要点2 分離型であるならば(前提としてガス加圧でもある)、エア抜きの水準に依拠する。
結論 CB400SFやCB1300SFのようなリザーブタンク付きのツインショックは、きちんとした工程を踏んでいれば、当社のO/Hにより4〜6年は問題なく使い続けることができる。
動画にて概要は述べてありますので重要な二点を解説すれば、分解作業で重要になるのは洗浄、汚れをどれほど落とせるかにかかっています。超音波洗浄機など機械をどれほど使っても中々完璧とは言えないため、細部は人間の※手作業が必要となります。
※この手作業をどれだけ省けるかは、企業努力、生産性の向上として常に課題ではあります。
企業利益のみを追求するのであれば一定の線引きをし「機械を用いてもこの程度なのだから」と、設けたラインでお仕舞いにすれば、単価は下がります。ですがそれは多くのオーバーホールショップが行っている手法であり、とことん追求するのはごく少数に留まります。であれば当社はその少数に入るべく、追求型の姿勢で作業を行っています。
第二の要素であるエア抜きですが、これは常々書き記し、動画でも話しております。しつこく繰り返しますが、ダンパーの性能はオイルと気体が混ざると所期の性能を発揮できません。

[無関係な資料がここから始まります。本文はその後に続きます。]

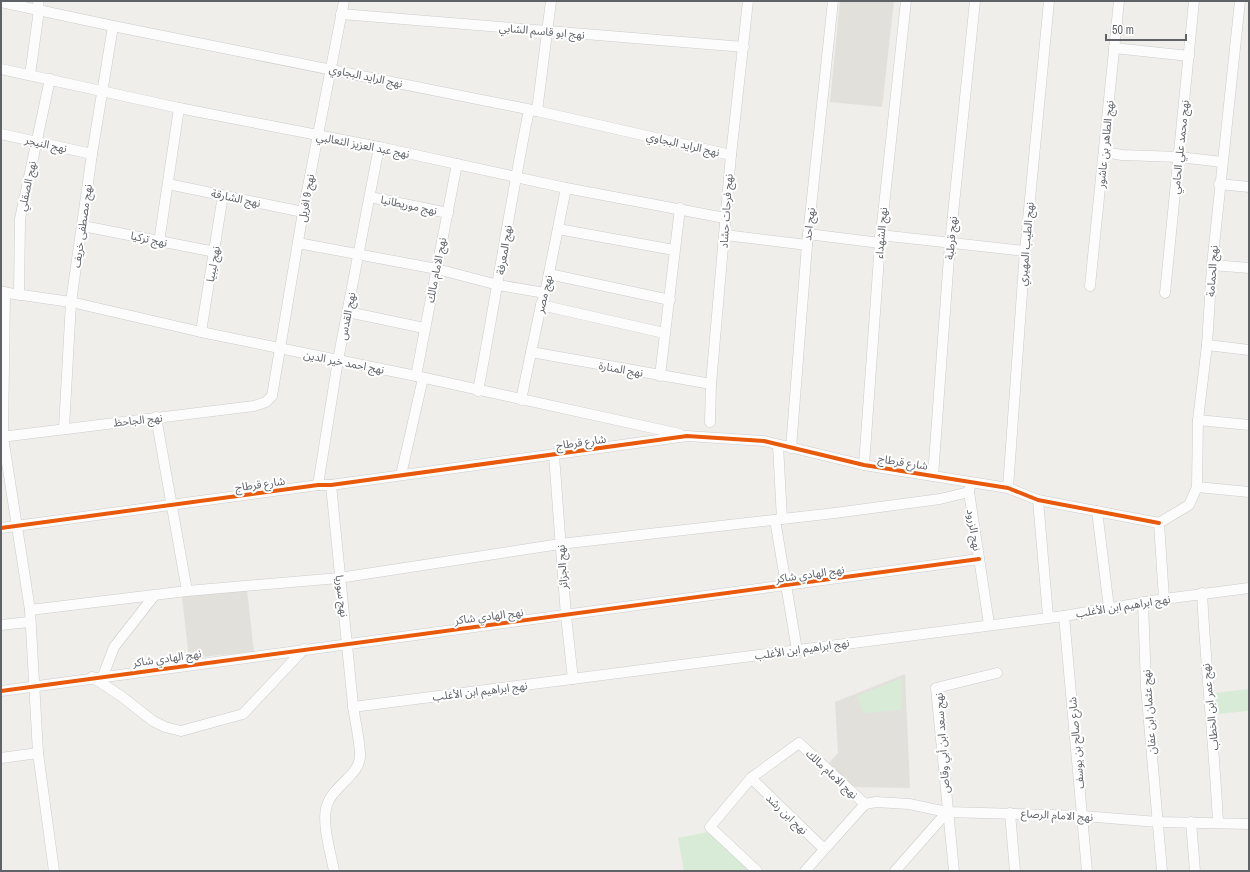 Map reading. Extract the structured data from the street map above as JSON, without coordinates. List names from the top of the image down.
{
  "streets": {
    "street": [
      "نهج ابو قاسم الشابي",
      "نهج الرايد البجاوي",
      "نهج النيجر",
      "نهج الطاهر بن عاشور",
      "نهج عبد العزيز الثعالبي",
      "نهج محمد علي الحامي",
      "نهج الصقلي",
      "نهج الشارقة",
      "نهج 9 افريل",
      "نهج موريطانيا",
      "نهج فرحات حشاد",
      "نهج احد",
      "نهج مصطفى خريف",
      "نهج الشهداء",
      "نهج قرطبة",
      "نهج تركيا",
      "نهج الطيب المهيري",
      "نهج المعرفة",
      "نهج ليبيا",
      "نهج الامام مالك",
      "نهج الحمامة",
      "نهج مصر",
      "نهج القدس",
      "نهج احمد خير الدين",
      "نهج المنارة",
      "نهج الجاحظ",
      "شارع قرطاج",
      "نهج الزرود",
      "نهج الجزائر",
      "نهج الهادي شاكر",
      "نهج سوريا",
      "نهج ابراهيم ابن الأغلب",
      "نهج عمر ابن الخطاب",
      "نهج عثمان ابن عفان",
      "نهج سعد ابن أبي وقاص",
      "شارع صالح بن يوسف",
      "نهج ابن رشد",
      "نهج الامام الرصاع"
    ]
  },
  "crossings": [
    ["نهج ابو قاسم الشابي", "نهج 9 افريل"],
    ["نهج ابو قاسم الشابي", "نهج فرحات حشاد"],
    ["نهج ابو قاسم الشابي", "نهج المعرفة"],
    ["نهج الرايد البجاوي", "نهج 9 افريل"],
    ["نهج الرايد البجاوي", "نهج فرحات حشاد"],
    ["نهج الرايد البجاوي", "نهج مصطفى خريف"],
    ["نهج الرايد البجاوي", "نهج المعرفة"],
    ["نهج النيجر", "نهج الصقلي"],
    ["نهج النيجر", "نهج مصطفى خريف"],
    ["نهج عبد العزيز الثعالبي", "نهج الصقلي"],
    ["نهج عبد العزيز الثعالبي", "نهج 9 افريل"],
    ["نهج عبد العزيز الثعالبي", "نهج فرحات حشاد"],
    ["نهج عبد العزيز الثعالبي", "نهج مصطفى خريف"],
    ["نهج عبد العزيز الثعالبي", "نهج المعرفة"],
    ["نهج عبد العزيز الثعالبي", "نهج الامام مالك"],
    ["نهج عبد العزيز الثعالبي", "نهج مصر"],
    ["نهج عبد العزيز الثعالبي", "نهج القدس"],
    ["نهج الصقلي", "نهج احمد خير الدين"],
    ["نهج الشارقة", "نهج 9 افريل"],
    ["نهج الشارقة", "نهج ليبيا"],
    ["نهج 9 افريل", "نهج احمد خير الدين"],
    ["نهج 9 افريل", "نهج الجاحظ"],
    ["نهج موريطانيا", "نهج الامام مالك"],
    ["نهج موريطانيا", "نهج القدس"],
    ["نهج فرحات حشاد", "نهج المنارة"],
    ["نهج احد", "شارع قرطاج"],
    ["نهج مصطفى خريف", "نهج تركيا"],
    ["نهج مصطفى خريف", "نهج احمد خير الدين"],
    ["نهج مصطفى خريف", "نهج الجاحظ"],
    ["نهج الشهداء", "شارع قرطاج"],
    ["نهج قرطبة", "شارع قرطاج"],
    ["نهج تركيا", "نهج ليبيا"],
    ["نهج الطيب المهيري", "شارع قرطاج"],
    ["نهج المعرفة", "نهج احمد خير الدين"],
    ["نهج ليبيا", "نهج احمد خير الدين"],
    ["نهج الامام مالك", "نهج احمد خير الدين"],
    ["نهج الامام مالك", "شارع قرطاج"],
    ["نهج الامام مالك", "نهج ابن رشد"],
    ["نهج الامام مالك", "نهج الامام الرصاع"],
    ["نهج الحمامة", "شارع قرطاج"],
    ["نهج مصر", "نهج احمد خير الدين"],
    ["نهج مصر", "نهج المنارة"],
    ["نهج القدس", "نهج احمد خير الدين"],
    ["نهج القدس", "شارع قرطاج"],
    ["نهج احمد خير الدين", "شارع قرطاج"],
    ["شارع قرطاج", "نهج الزرود"],
    ["شارع قرطاج", "نهج الجزائر"],
    ["شارع قرطاج", "نهج سوريا"],
    ["نهج الزرود", "نهج الهادي شاكر"],
    ["نهج الزرود", "نهج ابراهيم ابن الأغلب"],
    ["نهج الجزائر", "نهج الهادي شاكر"],
    ["نهج الجزائر", "نهج ابراهيم ابن الأغلب"],
    ["نهج الهادي شاكر", "نهج سوريا"],
    ["نهج سوريا", "نهج ابراهيم ابن الأغلب"],
    ["نهج ابراهيم ابن الأغلب", "نهج عمر ابن الخطاب"],
    ["نهج ابراهيم ابن الأغلب", "نهج عثمان ابن عفان"],
    ["نهج ابراهيم ابن الأغلب", "شارع صالح بن يوسف"],
    ["نهج عمر ابن الخطاب", "نهج الامام الرصاع"],
    ["نهج عثمان ابن عفان", "نهج الامام الرصاع"],
    ["نهج سعد ابن أبي وقاص", "نهج الامام الرصاع"],
    ["شارع صالح بن يوسف", "نهج الامام الرصاع"]
  ],
  "scale_bar": "50 m"
}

ダンパーの減衰とは、大きな抵抗を持つオイル(流体)が通路であるポート、オリフィスなどを通ることで発生します。これらは通路の断面積、通路の長さ、流体の粘性、流体の速度等が関係して発生します。オイルに求められる抵抗を気体は持ち得ません。したがって、気液混合となるとダンパーの発生する減衰力は大幅に低下します。
このように洗浄とエア抜きが大きな要素を占めているのですが、分解の手順や手法によりダンパーを壊したり、組み作業の工程で摩擦抵抗が大幅に増したり、ガス圧が不適切であれば硬さが露骨になったり、そも減衰力が発生されない事例も起こり得ます。
二輪、四輪問わず少し注意深く乗って居れば、その感覚は少しづつ磨かれてゆきますので、興味を持たれましたら楽しみながら感性を磨いて欲しいと思います。